| TASK DIRECTIONS |
Please work out how many lines in the entries below include the string "Keep", and reply with the number alone.
*****
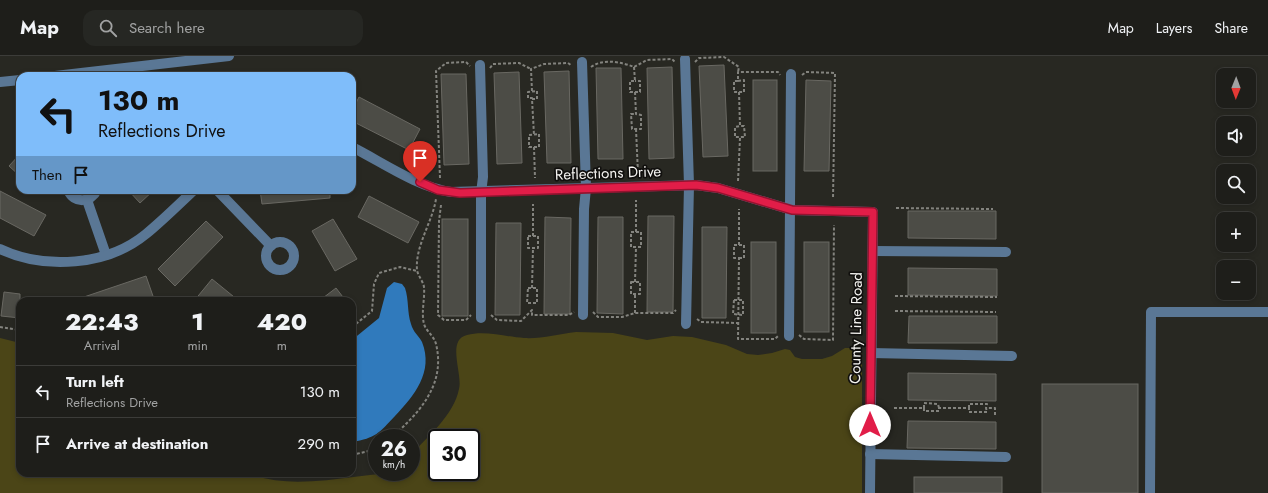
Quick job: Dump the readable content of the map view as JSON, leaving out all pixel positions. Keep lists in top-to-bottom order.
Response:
{
  "streets": {
    "street": ["Reflections Drive", "County Line Road"]
  },
  "crossings": [
    ["Reflections Drive", "County Line Road"]
  ],
  "north": "bottom",
  "page": {
    "header": "Map",
    "search": "Search here",
    "nav": ["Map", "Layers", "Share"],
    "map_buttons": ["+", "−"],
    "turn": ["130 m", "Reflections Drive"],
    "then": "Then",
    "eta": [
      "22:43",
      "Arrival",
      "1",
      "min",
      "420",
      "m"
    ],
    "list": [
      {
        "name": "Turn left",
        "note": "Reflections Drive",
        "value": "130 m"
      },
      {
        "name": "Arrive at destination",
        "value": "290 m"
      }
    ],
    "speed": "26 km/h",
    "limit": "30"
  }
}
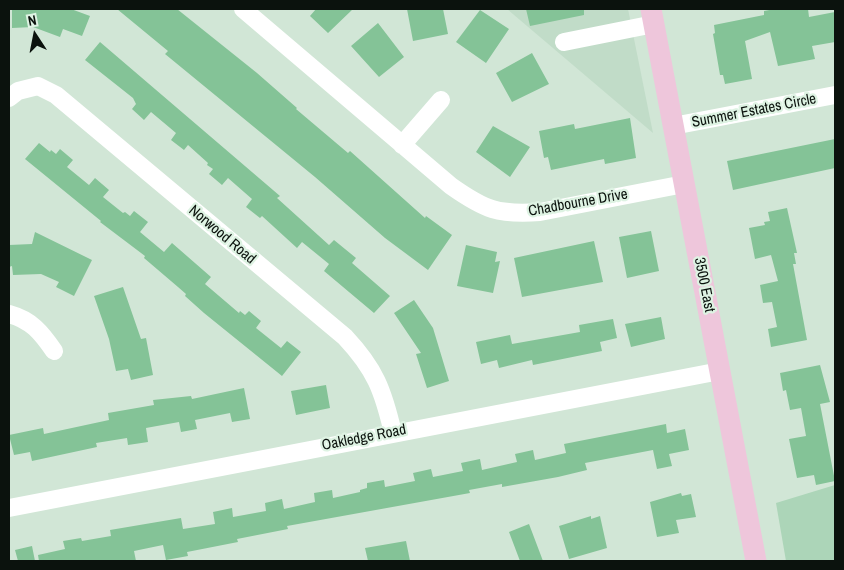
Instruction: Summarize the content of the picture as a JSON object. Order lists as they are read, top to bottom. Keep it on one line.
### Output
{"streets":{"main road":["3500 East"],"street":["Summer Estates Circle","Chadbourne Drive","Norwood Road","Oakledge Road"]},"crossings":[["Summer Estates Circle","3500 East"],["Chadbourne Drive","3500 East"],["Norwood Road","Oakledge Road"],["3500 East","Oakledge Road"]],"north":"top"}
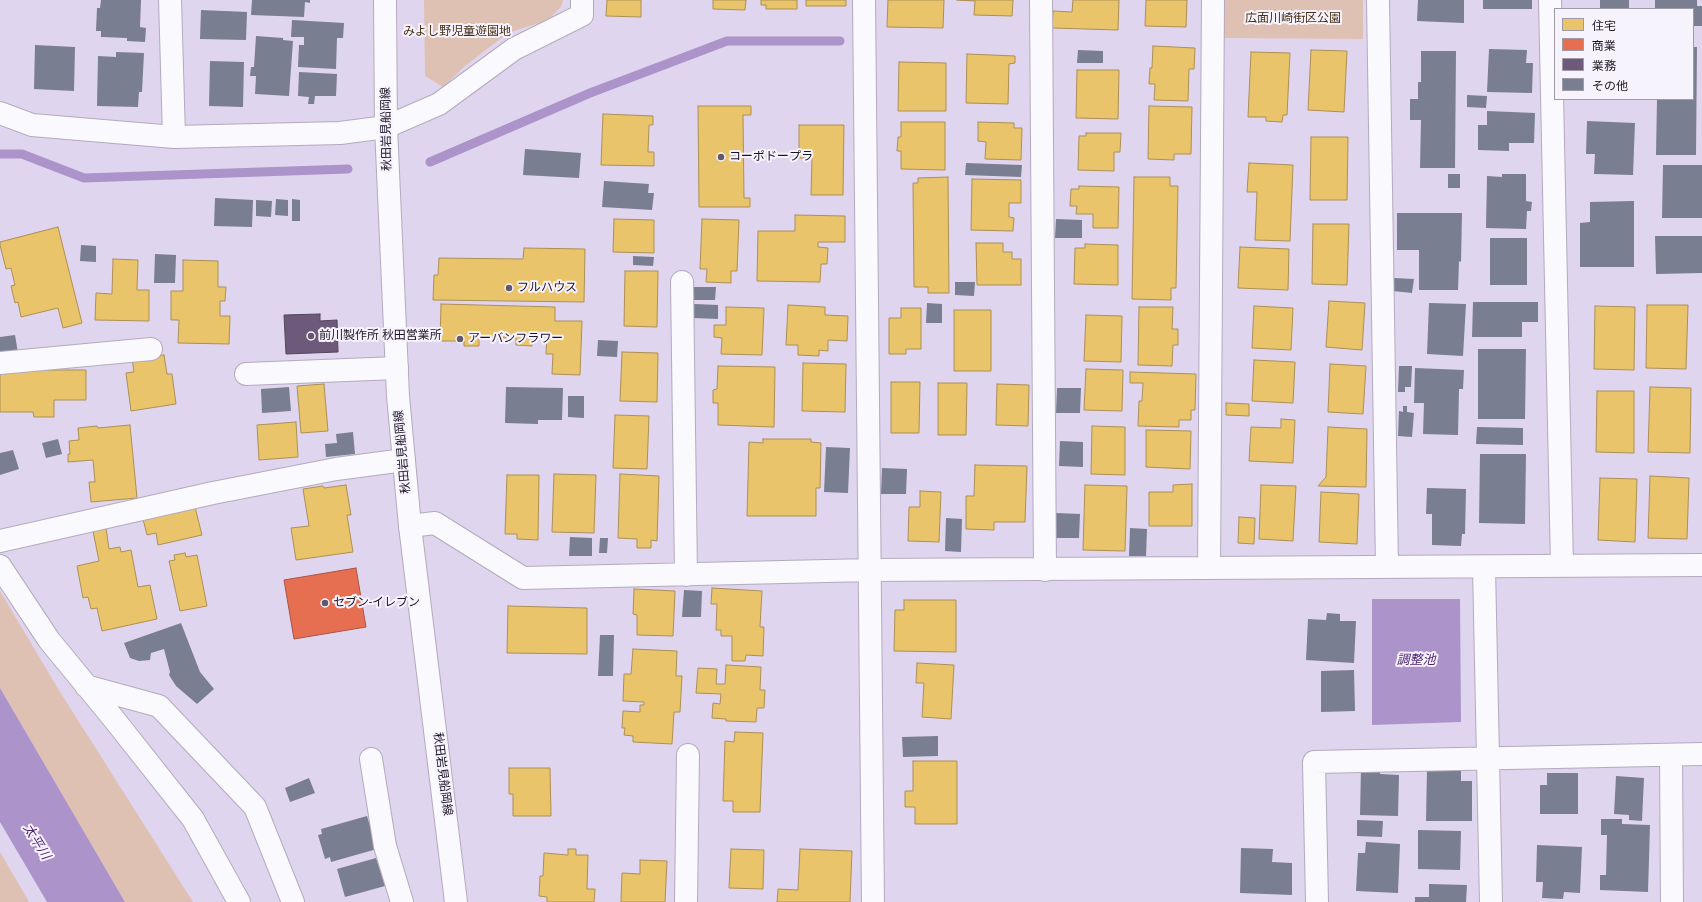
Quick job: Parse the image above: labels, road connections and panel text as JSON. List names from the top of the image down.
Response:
*****
| RESPONSE TO THIS TASK |
2